There are also some very well depicted relationships within the story. The heart wrenching one is that of Zhang Lin and Liuli. To describe this in detail would ruin the story for anyone who has not yet scene it, suffice to say that their performance, their story, even the hallucinations, are all performed to perfection to provide the most subtly beautiful love story that I would consider to be the heart of the play. 




For me there were just a couple of loose ends tied up at the end that I did not think really worked. Again, not wanting to give any spoilers, but the condition that Tess is in in the last scene that her and Joe meet, seemed a little contrived, obvious, unnecessary really, I think their relationship was worth more than that. She had felt that she couldn't be with him while he cared more about the bigger issues and not enough about her. This is something that they never really dealt with and perhaps would have been too big to deal with in the end of the play, but I feel that the resolution here was not the right one and would have rather this was left more open-ended perhaps.

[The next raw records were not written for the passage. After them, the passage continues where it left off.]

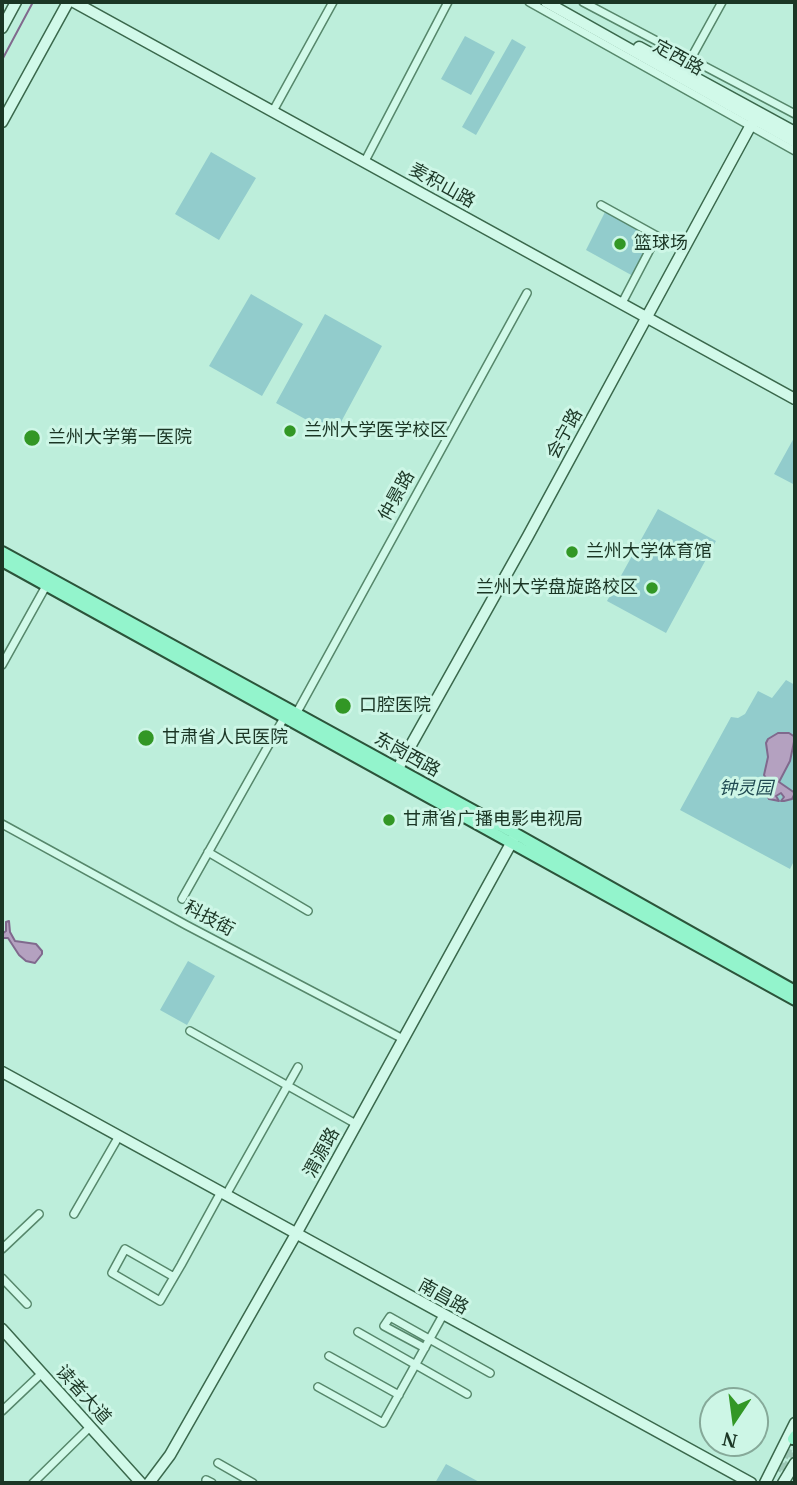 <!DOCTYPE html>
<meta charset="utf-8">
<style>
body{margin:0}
#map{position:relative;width:797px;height:1485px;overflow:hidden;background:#bdeedb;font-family:"PT Serif",serif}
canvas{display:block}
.frame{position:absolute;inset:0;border:4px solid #1b3625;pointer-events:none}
.north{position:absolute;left:699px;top:1387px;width:70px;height:70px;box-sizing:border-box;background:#cdf6e6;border:2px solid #86a999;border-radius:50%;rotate:193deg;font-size:19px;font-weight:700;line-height:28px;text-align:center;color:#1b3625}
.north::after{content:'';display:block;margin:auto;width:24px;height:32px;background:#329725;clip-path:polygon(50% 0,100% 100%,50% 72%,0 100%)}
</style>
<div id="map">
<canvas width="797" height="1485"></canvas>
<div class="frame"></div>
<div class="north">N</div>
</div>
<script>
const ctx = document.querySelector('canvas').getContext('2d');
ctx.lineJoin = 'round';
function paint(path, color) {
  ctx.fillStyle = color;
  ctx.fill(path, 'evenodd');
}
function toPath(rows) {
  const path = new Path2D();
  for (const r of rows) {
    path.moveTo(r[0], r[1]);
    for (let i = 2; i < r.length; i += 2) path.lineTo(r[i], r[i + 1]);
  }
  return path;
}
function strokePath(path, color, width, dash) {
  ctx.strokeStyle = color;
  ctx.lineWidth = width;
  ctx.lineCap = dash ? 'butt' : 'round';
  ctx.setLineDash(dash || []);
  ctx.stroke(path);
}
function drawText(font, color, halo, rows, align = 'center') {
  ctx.font = font + ' "PT Serif","Noto Sans SC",serif';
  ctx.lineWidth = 6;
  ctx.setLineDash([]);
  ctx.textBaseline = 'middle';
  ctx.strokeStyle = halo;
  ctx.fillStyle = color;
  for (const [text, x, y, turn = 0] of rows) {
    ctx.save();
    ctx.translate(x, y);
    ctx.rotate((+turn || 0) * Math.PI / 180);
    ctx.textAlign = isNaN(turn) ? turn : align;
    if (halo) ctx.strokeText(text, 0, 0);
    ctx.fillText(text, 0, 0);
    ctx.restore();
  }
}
const green = toPath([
 [465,36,495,52,471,95,441,79],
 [512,39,526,47,476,135,462,127],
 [211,152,256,178,219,240,175,214],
 [605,212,653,239,633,276,586,250],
 [251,294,303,324,262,396,209,366],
 [325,314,382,346,334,435,276,403],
 [795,436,795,485,774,474],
 [658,509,716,541,666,633,607,601],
 [786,680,795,685,795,859,790,869,680,810,731,717,738,718,745,714,758,691,772,698],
 [188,961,215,976,187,1025,160,1010],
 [446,1464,481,1483,435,1483]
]);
const water = toPath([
 [778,733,789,733,795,737,790,761,779,782,795,793,792,799,784,801,781,801,784,797,781,793,776,796,779,801,769,799,765,790,772,787,764,775,768,757,766,743,768,739,778,733],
 [9,921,10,932,15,941,36,944,42,951,42,954,35,963,26,961,19,955,8,938,2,938,2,934,6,931,6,922,9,921]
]);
const stream = toPath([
 [2,60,33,2]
]);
const primaryTunnel = toPath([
 [776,1470,793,1439],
 [785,1472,795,1454]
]);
const street = toPath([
 [529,2,795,151],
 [583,2,795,114],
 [684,71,722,2],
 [273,111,333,2],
 [365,161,448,2],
 [601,205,657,236,622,303],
 [2,665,46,586],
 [296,714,527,293],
 [2,824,186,925,403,1039],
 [208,852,308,911],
 [182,899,285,716],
 [190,1031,356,1124],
 [226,1195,298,1067],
 [74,1214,119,1136],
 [2,1249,39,1214],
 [174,1277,125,1249,112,1273,160,1301,181,1265,221,1192],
 [2,1278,27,1304],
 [358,1332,467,1394],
 [425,1348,384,1326,390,1317,490,1373],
 [329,1356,399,1395],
 [318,1387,383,1423,443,1315],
 [2,1411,42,1373],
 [218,1463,253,1483],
 [206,1480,212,1483],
 [33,1483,90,1427]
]);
const secondary = toPath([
 [74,2,795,399],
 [546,2,795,142],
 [2,28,16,2],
 [639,47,795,132],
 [2,122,68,2],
 [397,770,528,536,758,112],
 [2,1072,751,1483],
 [2,1329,141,1483],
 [149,1483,170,1455,296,1234,514,838],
 [765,1483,795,1423],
 [783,1483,795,1463]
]);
const primary = toPath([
 [2,552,516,834,795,991],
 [2,561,795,1000],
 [793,1439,795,1436]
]);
const markers = [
 [620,244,7,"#329725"],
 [290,431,7,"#329725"],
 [32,438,9,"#329725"],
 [572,552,7,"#329725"],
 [652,588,7,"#329725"],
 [343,706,9,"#329725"],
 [146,738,9,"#329725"],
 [389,820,7,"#329725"]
];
const streetNames = [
 ["定西路",678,58,29],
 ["麦积山路",442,186,29],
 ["会宁路",565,434,-61],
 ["仲景路",397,496,-61],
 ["东岗西路",407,755,29],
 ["科技街",209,919,28],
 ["渭源路",322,1153,-61],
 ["南昌路",443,1297,29],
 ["读者大道",83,1395,48]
];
const poiNames = [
 ["篮球场",634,244],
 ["兰州大学医学校区",304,431],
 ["兰州大学第一医院",48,438],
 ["兰州大学体育馆",586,552],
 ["兰州大学盘旋路校区",638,588,"right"],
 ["口腔医院",359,706],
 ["甘肃省人民医院",162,738],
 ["甘肃省广播电影电视局",403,820]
];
const parkNames = [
 ["钟灵园",746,789]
];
paint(green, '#92cccc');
paint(water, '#b4a1c0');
strokePath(water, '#80698d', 2);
strokePath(stream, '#80698d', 2);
strokePath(primaryTunnel, '#9dc9b7', 10, [10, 5]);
strokePath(street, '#56876b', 10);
strokePath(secondary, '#3a684c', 13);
strokePath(primary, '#2b543a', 14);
strokePath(street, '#d1f9e9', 7);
strokePath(secondary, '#d1f9e9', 10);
strokePath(primary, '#93f4cc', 10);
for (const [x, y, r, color] of markers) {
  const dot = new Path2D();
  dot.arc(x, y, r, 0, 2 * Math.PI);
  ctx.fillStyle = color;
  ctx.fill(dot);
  strokePath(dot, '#cdf6e6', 2.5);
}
drawText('18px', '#1b3625', '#cdf6e6', streetNames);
drawText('18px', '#1b3625', '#cdf6e6', poiNames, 'left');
drawText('italic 18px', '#214b53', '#cdf6e6', parkNames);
</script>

I feel similar about the 'twist', as it were, with the tank man's identity. I feel that the earlier revelation about Pengsi and his brother, that should have been the real twist, the real ending to that part of the story – who was the real hero? I prefer that as a final thought, to the thought that you might be searching for something that was under your nose all along.

However my mentioning of these two little things by no means tainted the production for me. I felt that the play, in its entirety, was simply incredible. Having been to playwriting workshops over the last couple of years, I find it very hard to watch a play and not dissect the writing and structure completely. In this play, the direction and acting was to such a high standard that I was immersed in the world from the second it started until long after the play ended. I have been dipping in and out of the script ever since, reminding myself of scenes, re-hashing what happened in my mind. This was an incredible production and I would certainly recommend it to anyone who wants to see good professional theatre and new writing at its best, I will certainly be on the lookout for more writing from Lucy Kirkwood in the future.

★ ★ ★ ★ ☆
 
Chimerica runs at the Harold Pinter, London, until the 19th October 2013.